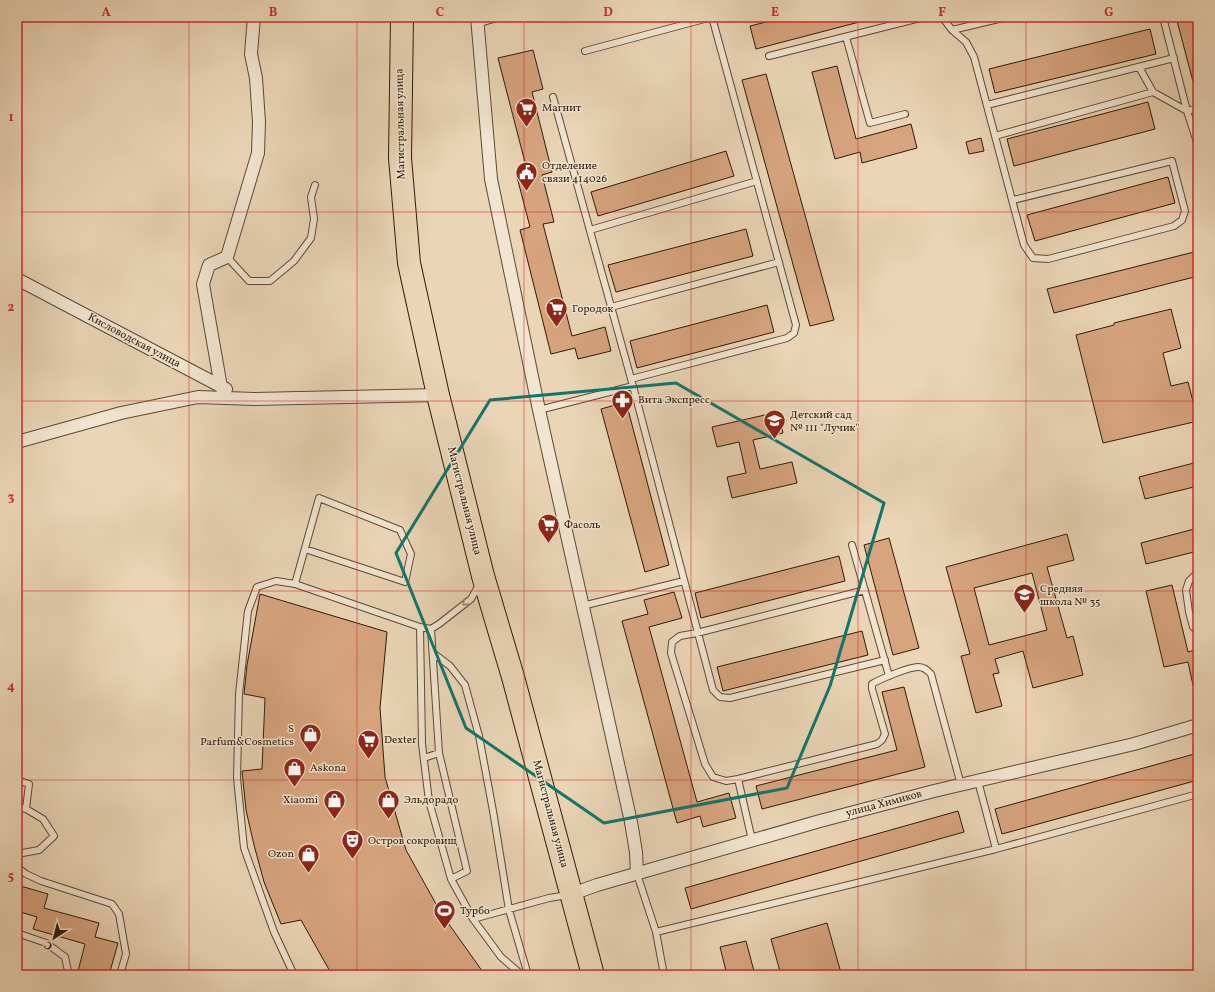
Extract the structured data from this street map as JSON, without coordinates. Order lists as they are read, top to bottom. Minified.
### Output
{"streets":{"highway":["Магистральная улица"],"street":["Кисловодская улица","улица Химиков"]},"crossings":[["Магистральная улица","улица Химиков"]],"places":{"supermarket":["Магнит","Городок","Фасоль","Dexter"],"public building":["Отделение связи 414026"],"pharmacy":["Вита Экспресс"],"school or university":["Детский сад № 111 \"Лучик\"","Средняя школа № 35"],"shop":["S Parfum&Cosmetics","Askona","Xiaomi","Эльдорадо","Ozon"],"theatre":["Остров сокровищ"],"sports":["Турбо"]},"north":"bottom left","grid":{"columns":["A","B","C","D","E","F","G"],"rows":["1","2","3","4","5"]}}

++++++

What to produce: Every line above goes into the copy unchanged; the pictures do not.

Completed task:
Extract the structured data from this street map as JSON, without coordinates. Order lists as they are read, top to bottom. Minified.
### Output
{"streets":{"highway":["Магистральная улица"],"street":["Кисловодская улица","улица Химиков"]},"crossings":[["Магистральная улица","улица Химиков"]],"places":{"supermarket":["Магнит","Городок","Фасоль","Dexter"],"public building":["Отделение связи 414026"],"pharmacy":["Вита Экспресс"],"school or university":["Детский сад № 111 \"Лучик\"","Средняя школа № 35"],"shop":["S Parfum&Cosmetics","Askona","Xiaomi","Эльдорадо","Ozon"],"theatre":["Остров сокровищ"],"sports":["Турбо"]},"north":"bottom left","grid":{"columns":["A","B","C","D","E","F","G"],"rows":["1","2","3","4","5"]}}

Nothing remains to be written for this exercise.